Впрочем, и само это заступничество было вызвано не одной только симпатией к Толе Картужному. Многое в линии поведения Главного конструктора, что называется, не вызывало в коллективе понимания. Он сам это чувствовал, хотя называл несколько иначе - оппозицией (давно замечено, что одно и то же явление называется по-разному в зависимости от того, с какой стороны на него смотреть: сверху или снизу).

Претензии к Главному были разные. В том числе, говоря откровенно, и не очень принципиальные, вызванные просто человеческой антипатией.

Федю Гренкова, например, сильно развлекала манера Главного конструктора, претендовавшего на репутацию рафинированного интеллигента и обращавшегося ко всем сотрудникам без исключения только на «вы», не отступать от этого правила и тогда, когда он означенных сотрудников материл.

«…вашу мать!» - это словосочетание приводило Федю в полный восторг.

- Хамство в интеллигентной упаковке! - комментировал он. - И от этого еще больше видно, что - хамство.

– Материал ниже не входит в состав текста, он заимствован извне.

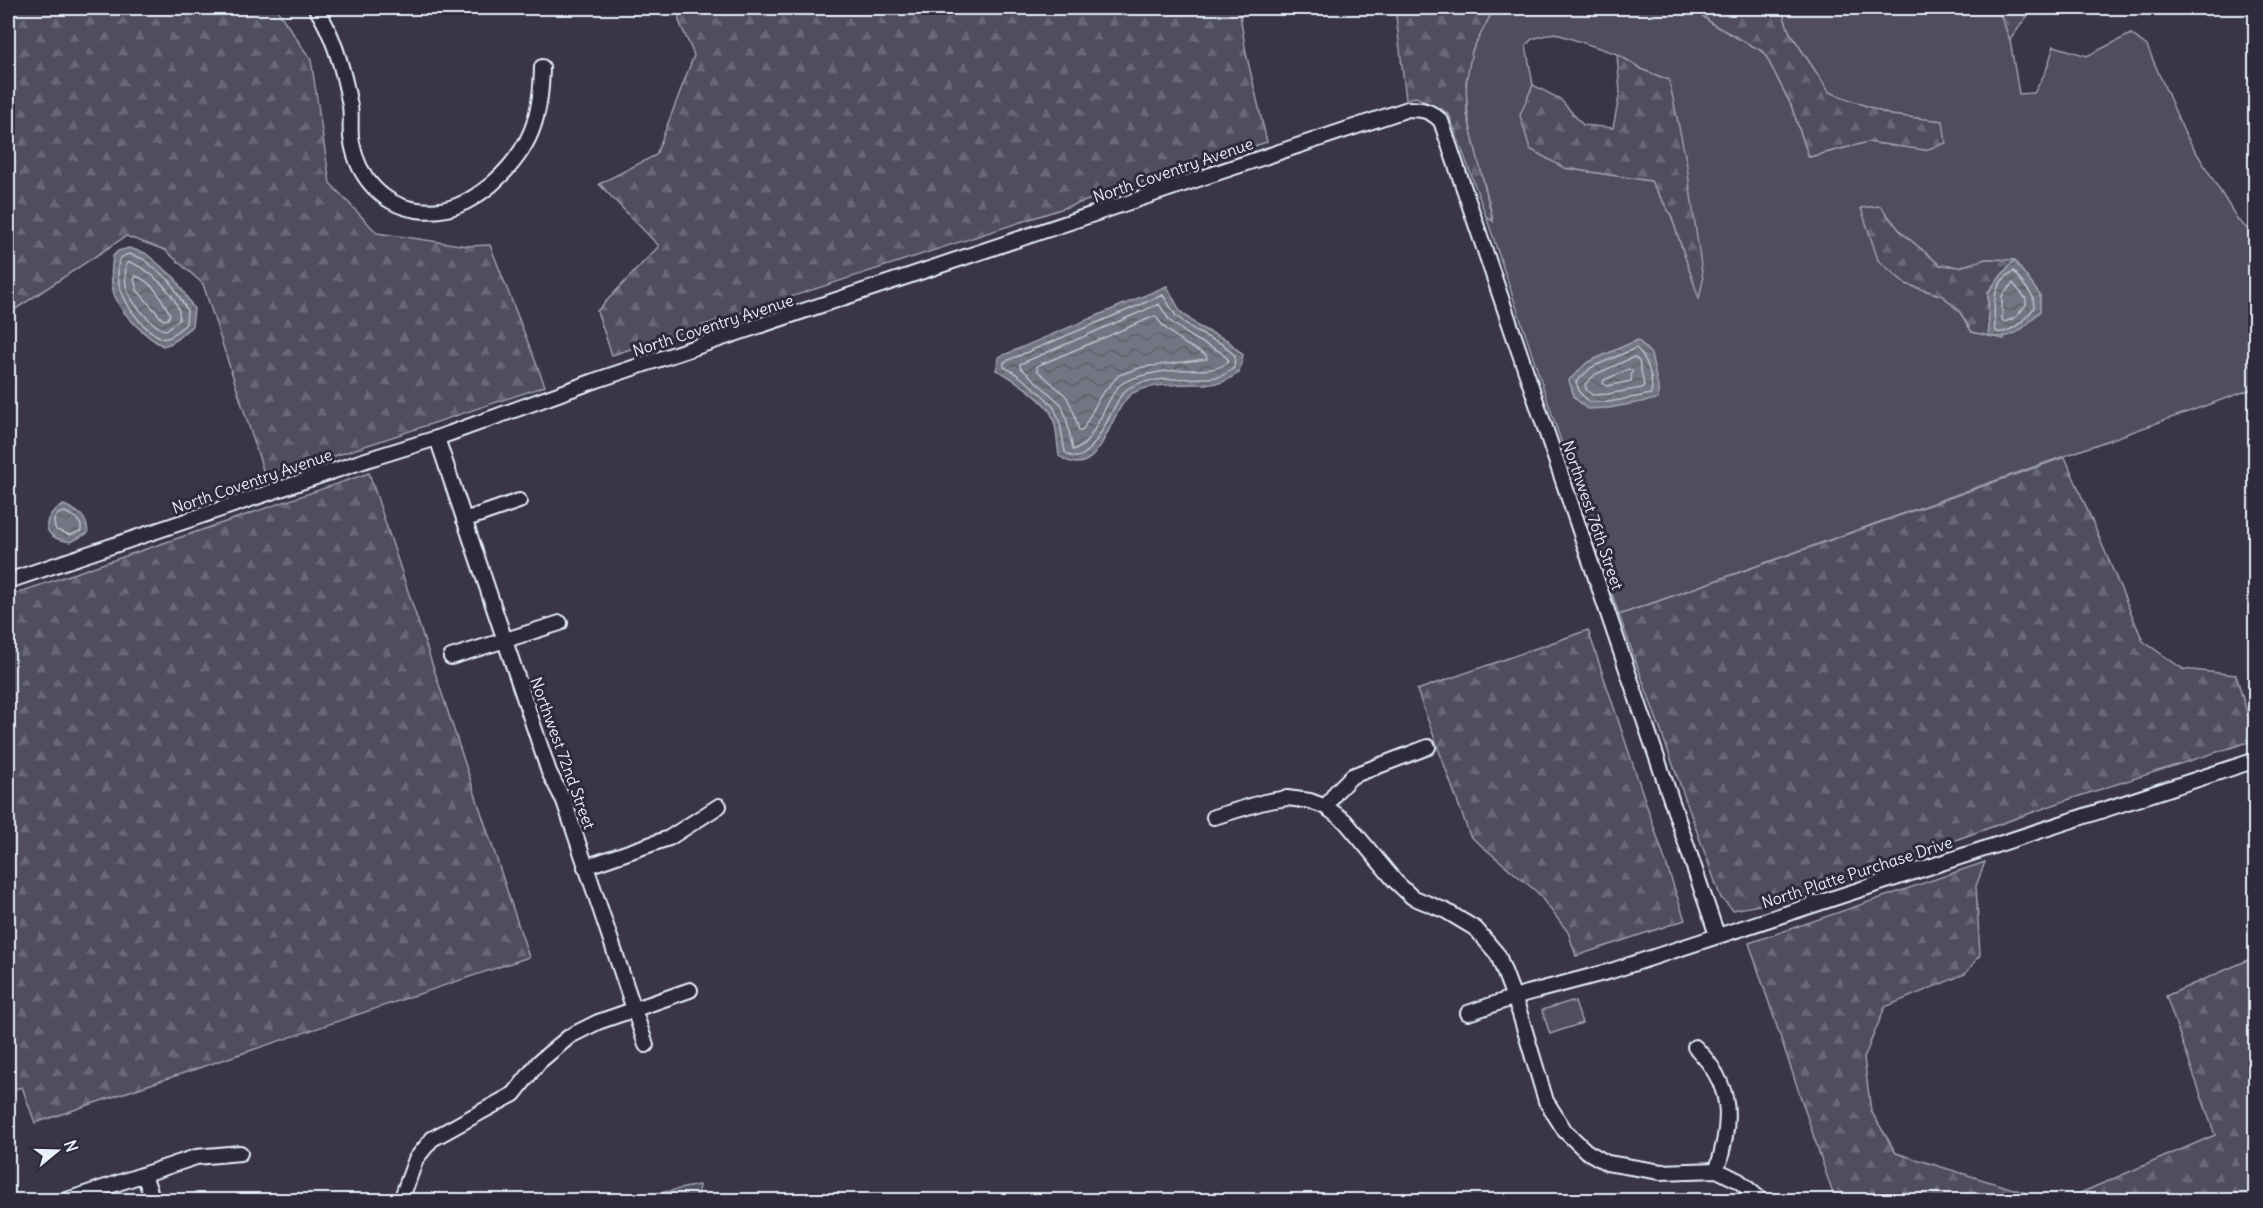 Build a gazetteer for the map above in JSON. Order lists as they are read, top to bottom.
{
  "streets": {
    "street": [
      "North Coventry Avenue",
      "Northwest 76th Street",
      "Northwest 72nd Street",
      "North Platte Purchase Drive"
    ]
  },
  "crossings": [
    ["North Coventry Avenue", "Northwest 76th Street"],
    ["North Coventry Avenue", "Northwest 72nd Street"],
    ["Northwest 76th Street", "North Platte Purchase Drive"]
  ],
  "north": "right"
} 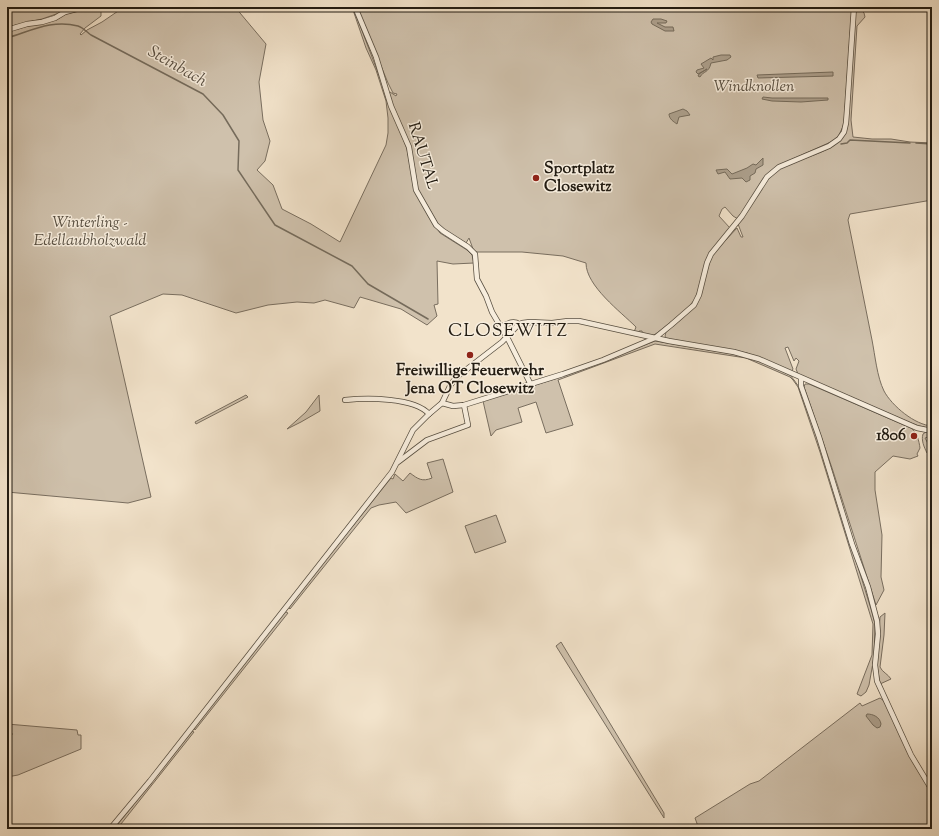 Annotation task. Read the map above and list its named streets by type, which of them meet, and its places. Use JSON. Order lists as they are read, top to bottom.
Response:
{
  "streets": {
    "street": ["RAUTAL"]
  },
  "districts": ["CLOSEWITZ"],
  "water": ["Steinbach"],
  "parks": ["Windknollen", "Winterling - Edellaubholzwald"],
  "places": ["Sportplatz Closewitz", "Freiwillige Feuerwehr Jena OT Closewitz", "1806"]
} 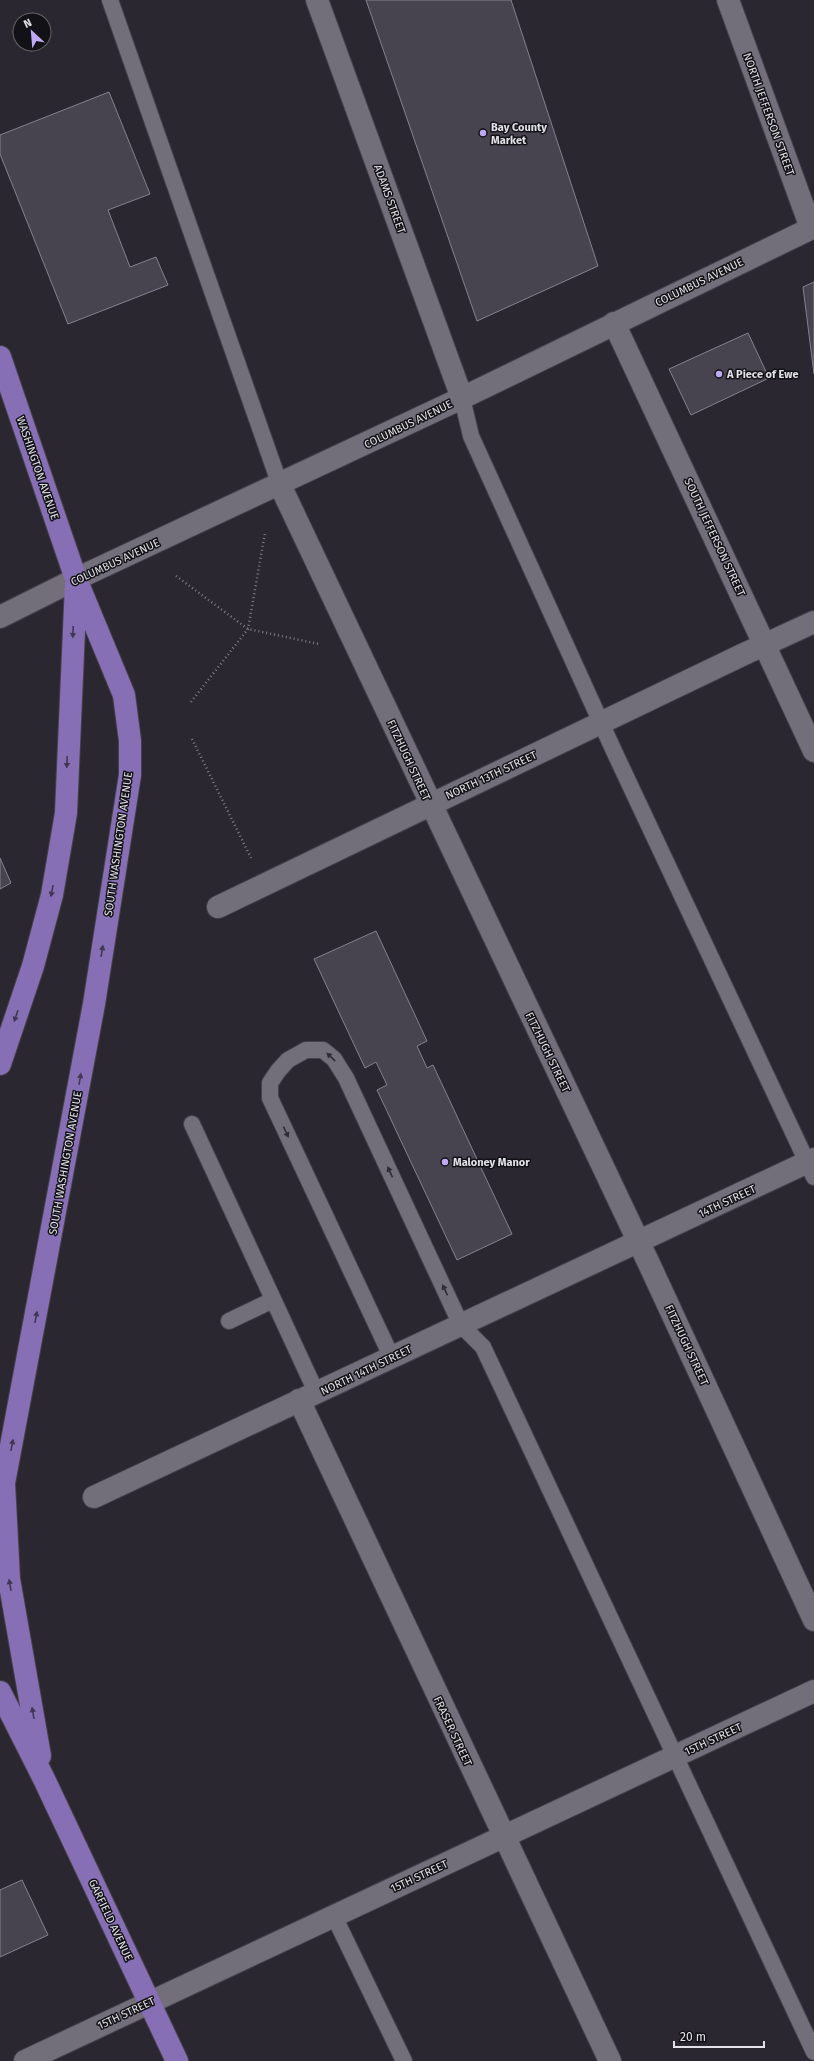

Более спокойно воспринимал персону Главного конструктора Терлецкий. Он исходил из бесспорной концепции: руководителей не выбирают - их назначают. И в разъяснение того, кто назначает, воздымал указующий перст в направлении к потолку. Недаром, мол, даже в Библии написано, что всякая власть - от бога. Более конструктивный подход к этому вопросу, полагал Терлецкий, состоит в том, чтобы все в личности Главного конструктора, даже присущие ему недостатки, обращалось на пользу обществу.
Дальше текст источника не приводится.